According to my friends, it’s very popular to travel over Easter weekend, since there are so many bank holidays surrounding the actual event. That’s how I got the opportunity to visit Carcasonne, France, with a group of friends. This, gentle reader, is definitely an advantage of living in Europe, because traveling to other countries is completely possible by plane, train, boat, or in our case, car. We rented a car that would seat seven people, and there were six of us plus a small family of luggage, this worked out perfectly.
I’m not totally sure what the reason was behind choosing Carcasonne as our destination, but whoever made the decision, I have to say it was a good one. The number of other Spaniards in Carcasonne was kind of funny, because we were hearing Spanish wherever we went, but there were elements of Carcasonne that were so very French! The food was good, the weather was decent, and overall event was extremely memorable. Carcasonne is in south France, and is topped by an impressive castle, reportedly the first castle to use hoarding strategies to overcome sieges… which probably means that they had lots of practice being under siege.

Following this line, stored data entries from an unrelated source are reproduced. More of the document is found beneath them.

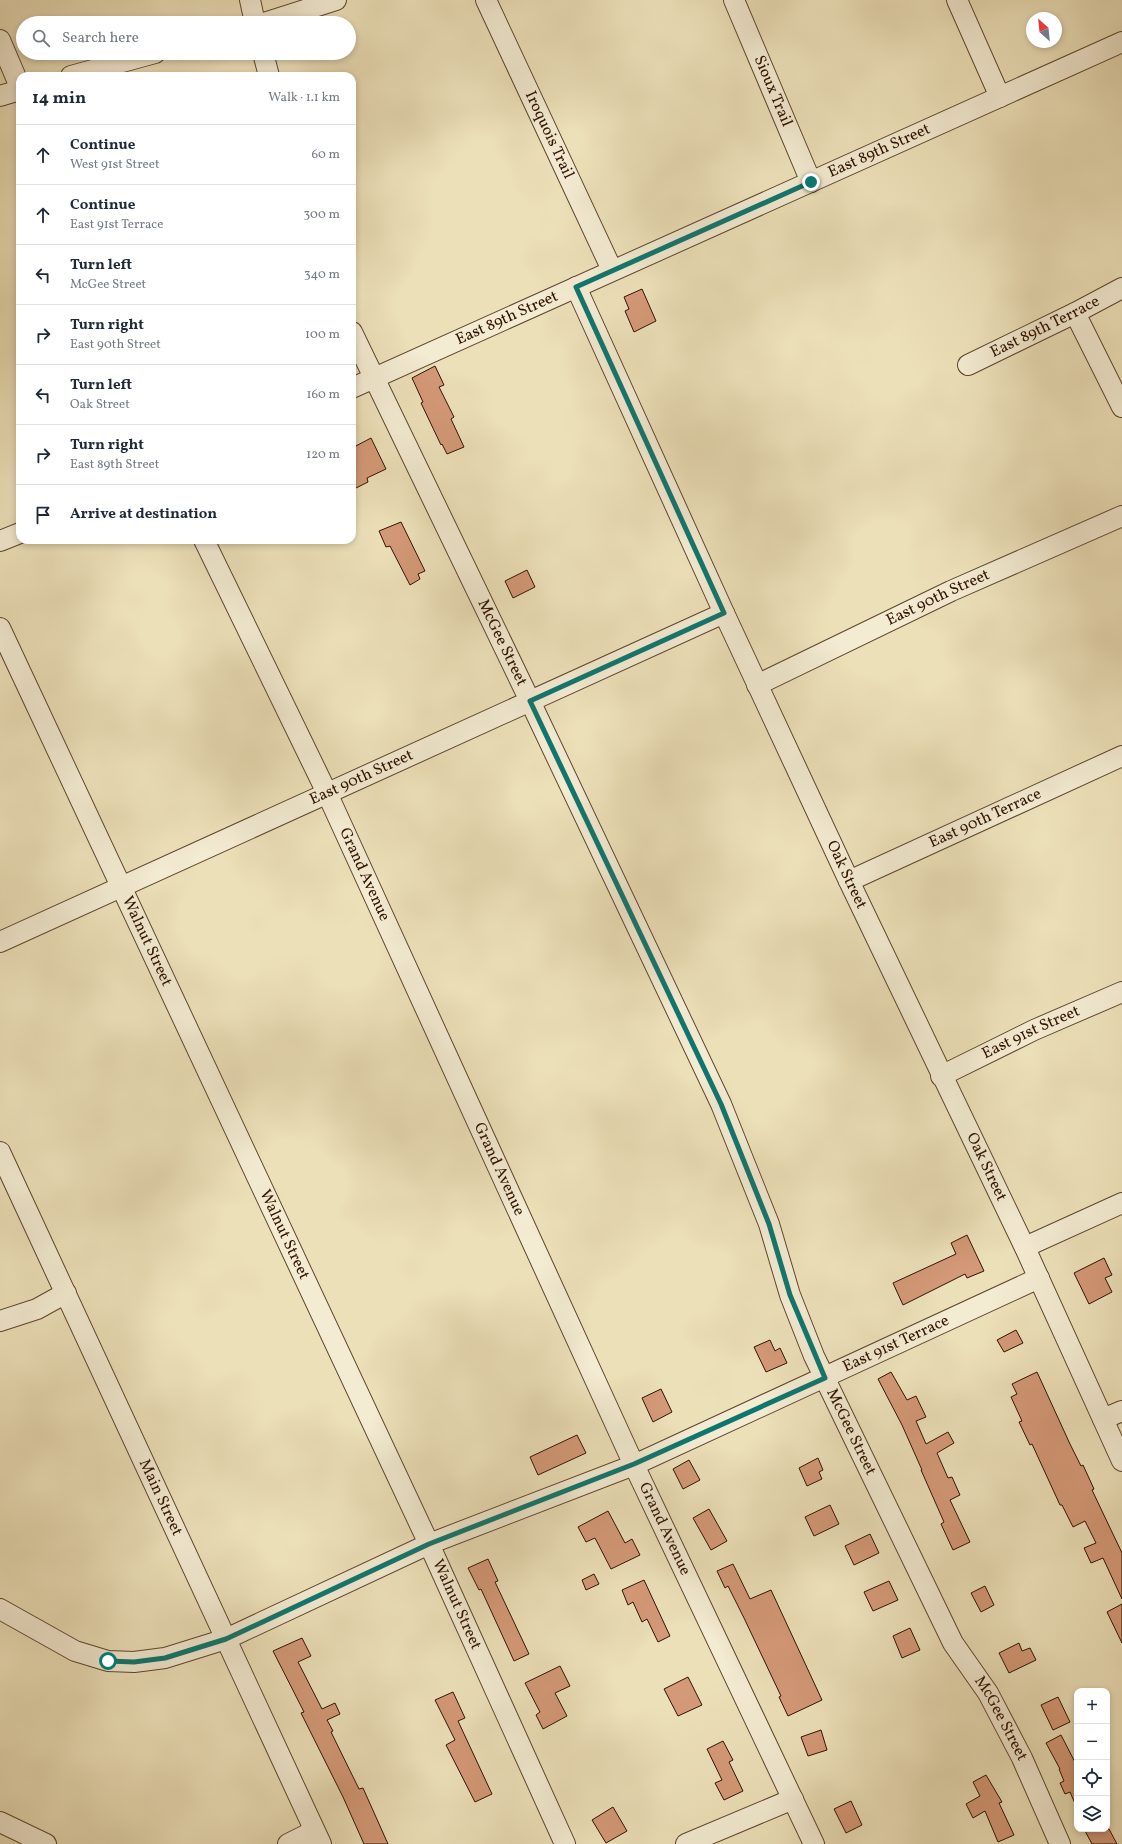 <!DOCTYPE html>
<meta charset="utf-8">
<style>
body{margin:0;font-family:Vollkorn,serif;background:#f6f6f7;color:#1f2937}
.controls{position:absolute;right:12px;bottom:12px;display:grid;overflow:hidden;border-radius:8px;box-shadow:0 2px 6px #0003}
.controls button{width:36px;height:36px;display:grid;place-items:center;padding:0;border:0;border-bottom:1px solid #e0e1e3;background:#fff;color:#1f2937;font:20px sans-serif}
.compass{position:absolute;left:1026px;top:12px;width:36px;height:36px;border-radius:50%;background:#fff;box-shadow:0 2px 6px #0003;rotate:333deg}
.stop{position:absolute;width:12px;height:12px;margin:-9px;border:3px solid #0f766e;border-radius:50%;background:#fff}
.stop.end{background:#0f766e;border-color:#fff;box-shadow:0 1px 4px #0008}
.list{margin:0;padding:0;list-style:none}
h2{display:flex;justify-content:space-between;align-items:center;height:52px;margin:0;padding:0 16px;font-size:17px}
h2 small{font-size:13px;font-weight:400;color:#747a83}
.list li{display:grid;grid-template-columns:26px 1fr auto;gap:12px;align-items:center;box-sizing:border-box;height:60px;padding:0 16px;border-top:1px solid #e0e1e3}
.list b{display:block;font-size:15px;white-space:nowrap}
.list p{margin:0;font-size:13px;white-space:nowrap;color:#747a83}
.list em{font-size:13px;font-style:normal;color:#747a83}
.icon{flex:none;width:22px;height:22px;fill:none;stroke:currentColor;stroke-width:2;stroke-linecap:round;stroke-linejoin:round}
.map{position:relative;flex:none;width:1122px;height:1844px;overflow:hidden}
.search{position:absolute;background:#fff;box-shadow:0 2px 6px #0003;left:16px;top:16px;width:340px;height:44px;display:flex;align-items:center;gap:10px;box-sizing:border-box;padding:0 14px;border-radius:22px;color:#747a83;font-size:15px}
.panel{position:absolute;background:#fff;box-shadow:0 2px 6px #0003;left:16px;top:72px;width:340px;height:472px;border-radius:12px}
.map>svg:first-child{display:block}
.building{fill:#d49978;stroke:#301200}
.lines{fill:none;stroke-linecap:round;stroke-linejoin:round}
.minor-casing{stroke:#5f462e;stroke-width:22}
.minor{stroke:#f3ebd2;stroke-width:20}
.route{stroke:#0f766e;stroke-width:5}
.labels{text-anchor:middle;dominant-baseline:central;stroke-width:3;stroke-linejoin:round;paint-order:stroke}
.street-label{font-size:16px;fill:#301200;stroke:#f3ebd2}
</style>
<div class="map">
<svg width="1122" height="1844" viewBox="0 0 1122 1844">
<rect width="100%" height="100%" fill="#ece0b9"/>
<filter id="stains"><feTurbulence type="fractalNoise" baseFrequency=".005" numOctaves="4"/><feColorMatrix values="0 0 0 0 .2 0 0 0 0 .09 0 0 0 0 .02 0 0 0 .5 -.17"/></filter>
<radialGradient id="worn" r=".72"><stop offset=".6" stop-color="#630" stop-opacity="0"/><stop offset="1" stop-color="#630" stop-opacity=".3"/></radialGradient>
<!-- building -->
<g class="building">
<polygon points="642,289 656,321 634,332 625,311 629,309 624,297"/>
<polygon points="435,366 444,385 439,387 454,417 451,419 464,447 447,454 442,444 441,445 421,403 423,402 412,378"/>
<polygon points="371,438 386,469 367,478 368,482 352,490 352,448"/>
<polygon points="401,522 425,571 418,574 420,579 410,585 390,546 386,547 379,531"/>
<polygon points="527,570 535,587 513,598 505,581"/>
<polygon points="967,1235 984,1271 967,1278 965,1274 903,1305 893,1283 956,1254 951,1243"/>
<polygon points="1104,1258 1112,1275 1105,1278 1112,1292 1089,1304 1074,1273"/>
<polygon points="1016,1330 1023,1343 1004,1352 997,1340"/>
<polygon points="770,1340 775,1351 780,1348 787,1363 766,1372 754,1347"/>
<polygon points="891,1372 907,1400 916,1396 926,1417 916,1421 926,1444 948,1432 954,1443 937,1453 948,1478 952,1477 960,1495 950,1500 970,1542 953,1550 941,1524 944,1522 921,1470 922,1470 902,1425 878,1379"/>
<polygon points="1037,1372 1070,1444 1081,1466 1083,1465 1094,1489 1092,1490 1122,1553 1122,1599 1103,1558 1091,1563 1084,1548 1096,1543 1085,1521 1073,1527 1062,1505 1060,1505 1032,1444 1030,1445 1019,1422 1022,1421 1011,1397 1017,1394 1012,1384"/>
<polygon points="661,1389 672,1412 653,1422 642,1398"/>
<polygon points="577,1435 586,1453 538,1475 530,1457"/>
<polygon points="818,1458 823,1470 819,1472 822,1479 807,1486 799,1468"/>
<polygon points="689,1460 700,1480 683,1489 673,1469"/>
<polygon points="830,1505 839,1524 814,1536 805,1517"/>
<polygon points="709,1509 727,1541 711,1550 693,1518"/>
<polygon points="608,1511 625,1543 632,1539 640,1555 611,1569 595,1538 586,1542 578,1527"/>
<polygon points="870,1534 879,1553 854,1565 845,1546"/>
<polygon points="488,1559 498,1581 495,1582 529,1654 514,1661 481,1589 479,1590 468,1568"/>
<polygon points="733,1564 750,1599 771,1590 822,1700 788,1716 779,1697 781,1696 744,1618 728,1586 725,1588 717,1571"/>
<polygon points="594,1574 599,1584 586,1590 582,1580"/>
<polygon points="644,1580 670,1636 658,1642 647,1619 642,1622 633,1602 628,1605 622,1590"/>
<polygon points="889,1581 898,1600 873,1611 864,1592"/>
<polygon points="985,1586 994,1605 981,1612 971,1593"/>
<polygon points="1122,1604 1122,1643 1107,1612"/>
<polygon points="910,1628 920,1650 902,1658 893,1636"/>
<polygon points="302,1638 311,1656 298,1662 322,1709 335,1703 340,1714 327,1720 333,1731 331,1732 359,1789 363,1788 388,1844 364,1844 343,1797 301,1713 304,1712 273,1651"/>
<polygon points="1019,1643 1022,1651 1030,1648 1036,1660 1009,1673 999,1653"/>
<polygon points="560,1666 570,1686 555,1693 567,1716 543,1729 536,1715 540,1712 525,1683"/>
<polygon points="688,1677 702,1705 678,1716 664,1689"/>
<polygon points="453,1692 465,1718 458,1721 492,1794 475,1802 446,1745 455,1740 435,1700"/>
<polygon points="1058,1697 1070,1722 1053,1730 1041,1705"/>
<polygon points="821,1730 827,1750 808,1756 801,1737"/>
<polygon points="1061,1735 1077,1766 1077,1808 1070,1792 1065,1794 1060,1783 1064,1781 1059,1769 1060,1769 1046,1743"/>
<polygon points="723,1741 733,1760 729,1762 743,1791 724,1800 715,1783 722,1780 707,1749"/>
<polygon points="986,1775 1002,1802 999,1803 1014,1835 998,1842 985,1811 973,1818 966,1804 980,1796 973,1782"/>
<polygon points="851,1801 862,1825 846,1833 834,1809"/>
<polygon points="613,1807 627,1831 606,1843 592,1820"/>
<polygon points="1084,1829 1109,1829 1117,1844 1092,1844"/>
</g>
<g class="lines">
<defs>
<g id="minor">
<polyline points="250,0 255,23"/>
<path id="s1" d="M486,0L612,270"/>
<path id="s2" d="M734,0L811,182"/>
<polyline points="957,0 1000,97"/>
<polyline points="264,23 336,0"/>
<polyline points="0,40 20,87"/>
<polyline points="263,53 269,76"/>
<polyline points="71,76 155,53"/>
<polyline points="0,96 20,90"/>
<path id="s3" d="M576,287L724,613L849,881L1026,1250L1122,1461"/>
<polyline points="1075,313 1122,407"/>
<path id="s4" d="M352,332L530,701L721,1104L769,1224L790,1295L814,1356L953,1643L988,1693L1022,1758L1060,1844"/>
<path id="s5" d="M968,365L1075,313L1122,288"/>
<path id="s6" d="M352,388L1122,42"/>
<path id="s7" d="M204,540L327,793L634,1465L814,1844"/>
<polyline points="0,541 20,533"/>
<path id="s8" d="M0,628L429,1544L565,1844"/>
<path id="s9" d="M757,685L951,591L1122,516"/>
<path id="s10" d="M849,881L1122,756"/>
<path id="s11" d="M0,942L724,613"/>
<path id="s12" d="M941,1076L1034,1030L1122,992"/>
<path id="s13" d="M0,1152L321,1844"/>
<polyline points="1025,1247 1122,1203"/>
<polyline points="0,1321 37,1309 66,1293"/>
<polyline points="1103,1419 1122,1411"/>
<path id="s14" d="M0,1609L75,1651L108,1661L134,1662L165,1658L226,1639L429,1544L634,1465L1039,1278"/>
<polyline points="0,1822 46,1844"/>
<polyline points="288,1844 314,1831"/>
<polyline points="686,1844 793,1799"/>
</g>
</defs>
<!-- minor casing -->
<use href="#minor" class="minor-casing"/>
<!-- minor -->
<use href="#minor" class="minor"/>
</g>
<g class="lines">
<!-- route -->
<polyline class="route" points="108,1661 134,1662 165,1658 226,1639 429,1544 634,1464 825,1378 790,1295 769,1224 721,1104 530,701 724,613 576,287 811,182"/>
</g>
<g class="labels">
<!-- street labels -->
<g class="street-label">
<text stroke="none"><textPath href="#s2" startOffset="99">Sioux Trail</textPath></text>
<text stroke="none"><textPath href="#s1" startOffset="149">Iroquois Trail</textPath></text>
<text stroke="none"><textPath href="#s6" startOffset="578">East 89th Street</textPath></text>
<text stroke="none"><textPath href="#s6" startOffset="170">East 89th Street</textPath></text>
<text stroke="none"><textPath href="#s5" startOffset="86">East 89th Terrace</textPath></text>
<text stroke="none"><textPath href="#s9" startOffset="201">East 90th Street</textPath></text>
<text stroke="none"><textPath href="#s4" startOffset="345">McGee Street</textPath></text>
<text stroke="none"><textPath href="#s11" startOffset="397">East 90th Street</textPath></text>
<text stroke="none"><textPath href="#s10" startOffset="150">East 90th Terrace</textPath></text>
<text stroke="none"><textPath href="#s7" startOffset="371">Grand Avenue</textPath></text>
<text stroke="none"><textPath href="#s3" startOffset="647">Oak Street</textPath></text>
<text stroke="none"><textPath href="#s8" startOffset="346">Walnut Street</textPath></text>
<text stroke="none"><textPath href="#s12" startOffset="100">East 91st Street</textPath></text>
<text stroke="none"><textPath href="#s3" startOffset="971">Oak Street</textPath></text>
<text stroke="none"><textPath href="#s7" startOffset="695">Grand Avenue</textPath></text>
<text stroke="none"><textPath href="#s8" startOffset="670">Walnut Street</textPath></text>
<text stroke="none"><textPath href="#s14" startOffset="974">East 91st Terrace</textPath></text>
<text stroke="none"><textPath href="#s4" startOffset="1209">McGee Street</textPath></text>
<text stroke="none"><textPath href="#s13" startOffset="381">Main Street</textPath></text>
<text stroke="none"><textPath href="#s7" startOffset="1091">Grand Avenue</textPath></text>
<text stroke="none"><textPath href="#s8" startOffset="1078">Walnut Street</textPath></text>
<text stroke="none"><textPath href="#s4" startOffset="1533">McGee Street</textPath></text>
</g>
</g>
<rect width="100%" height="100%" filter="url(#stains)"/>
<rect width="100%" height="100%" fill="url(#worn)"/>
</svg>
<div class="controls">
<button>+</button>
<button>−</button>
<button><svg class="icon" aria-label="locate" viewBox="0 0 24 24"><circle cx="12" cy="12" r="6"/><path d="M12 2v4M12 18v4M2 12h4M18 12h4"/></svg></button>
<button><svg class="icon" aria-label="layers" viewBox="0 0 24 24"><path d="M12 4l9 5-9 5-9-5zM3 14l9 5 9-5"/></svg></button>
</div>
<svg class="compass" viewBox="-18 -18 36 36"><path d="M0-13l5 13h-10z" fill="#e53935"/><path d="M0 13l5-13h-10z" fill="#747a83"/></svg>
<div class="stop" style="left:108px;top:1661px"></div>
<div class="stop end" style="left:811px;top:182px"></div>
<div class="search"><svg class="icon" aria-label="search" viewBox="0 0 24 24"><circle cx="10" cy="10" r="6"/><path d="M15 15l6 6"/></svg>Search here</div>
<section class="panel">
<h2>14 min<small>Walk · 1.1 km</small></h2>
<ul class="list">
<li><svg class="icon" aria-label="ahead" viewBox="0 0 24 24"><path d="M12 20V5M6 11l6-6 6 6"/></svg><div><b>Continue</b><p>West 91st Street</p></div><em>60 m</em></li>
<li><svg class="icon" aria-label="ahead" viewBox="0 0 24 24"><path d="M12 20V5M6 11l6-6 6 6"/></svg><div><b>Continue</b><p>East 91st Terrace</p></div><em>300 m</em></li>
<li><svg class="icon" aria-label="left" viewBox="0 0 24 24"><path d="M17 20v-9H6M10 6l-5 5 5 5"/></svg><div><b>Turn left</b><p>McGee Street</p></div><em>340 m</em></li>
<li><svg class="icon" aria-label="right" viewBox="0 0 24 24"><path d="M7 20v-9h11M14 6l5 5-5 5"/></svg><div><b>Turn right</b><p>East 90th Street</p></div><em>100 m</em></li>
<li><svg class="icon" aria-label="left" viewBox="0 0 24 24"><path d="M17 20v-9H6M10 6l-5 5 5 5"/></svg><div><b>Turn left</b><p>Oak Street</p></div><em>160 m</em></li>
<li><svg class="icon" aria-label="right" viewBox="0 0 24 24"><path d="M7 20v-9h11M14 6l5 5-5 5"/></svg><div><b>Turn right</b><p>East 89th Street</p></div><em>120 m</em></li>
<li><svg class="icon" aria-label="arrive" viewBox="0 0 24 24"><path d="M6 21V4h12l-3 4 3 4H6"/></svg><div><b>Arrive at destination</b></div></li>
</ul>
</section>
</div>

Carcasonne is a town that has its historical roots in neolithic times (and with more formal organization by at least 350 BC), and has been a fortified town with a military presence since at least 100 BC when the Romans thought it would be groovy to set up a fort there. When the Visigoths arrived, they decided to take the city over, and in the mid-400’s, the town was well on its way to becoming something important in France. Like many mediterranean cities, there was a procession of owners, typically the locals, then the Romans, then the Visigoths, then the Moors (and in Carcasonne, the Saracens from Barcelona, of all places!), then the locals under the guidance of the Roman Catholic church.
If you know your European history, this place seemed to be quite the fashionable place to try to control, with visits from Clovis, Pepin the Short, Theodoric II, Trencavel, Edward the Black Prince, Pope Urban II. Nowadays, it is a great tourist site with winemaking country and manufacturing facilities nearby as well. The Aude river, which runs through Carcasonne, adds to the local charm and beauty. There are many other castles and towns nearby, which make this a great place for a weekend getaway! The castle of Carcasonne is a charming tourist destination, containing many stores and restaurants that make visiting the more touristy parts of the town convenient and enjoyable.
The city looks amazing as do your photos! I really enjoy your historical narrative – I feel I am learning something. (What a concept). I still miss you at the lunch table – it will never be the same!!!!!
No, I still miss the lunch table, too. I’m glad you like the pics and the narrative… it’s always fun to learn something. Next week, I will be sending out a few of my pictures of some exploring we did in the area around Carcasonne. I don’t know how instructional it will be, but some of the pictures are great! Miss you… we should talk sometime!
Christopher, thanks for sharing this amazing place! The size of the castle is mind boggling.
I agree! It was a gradual construction over hundreds of years, but the results are very interesting. The interior is a bit touristy, but still very, very engaging to visit and observe.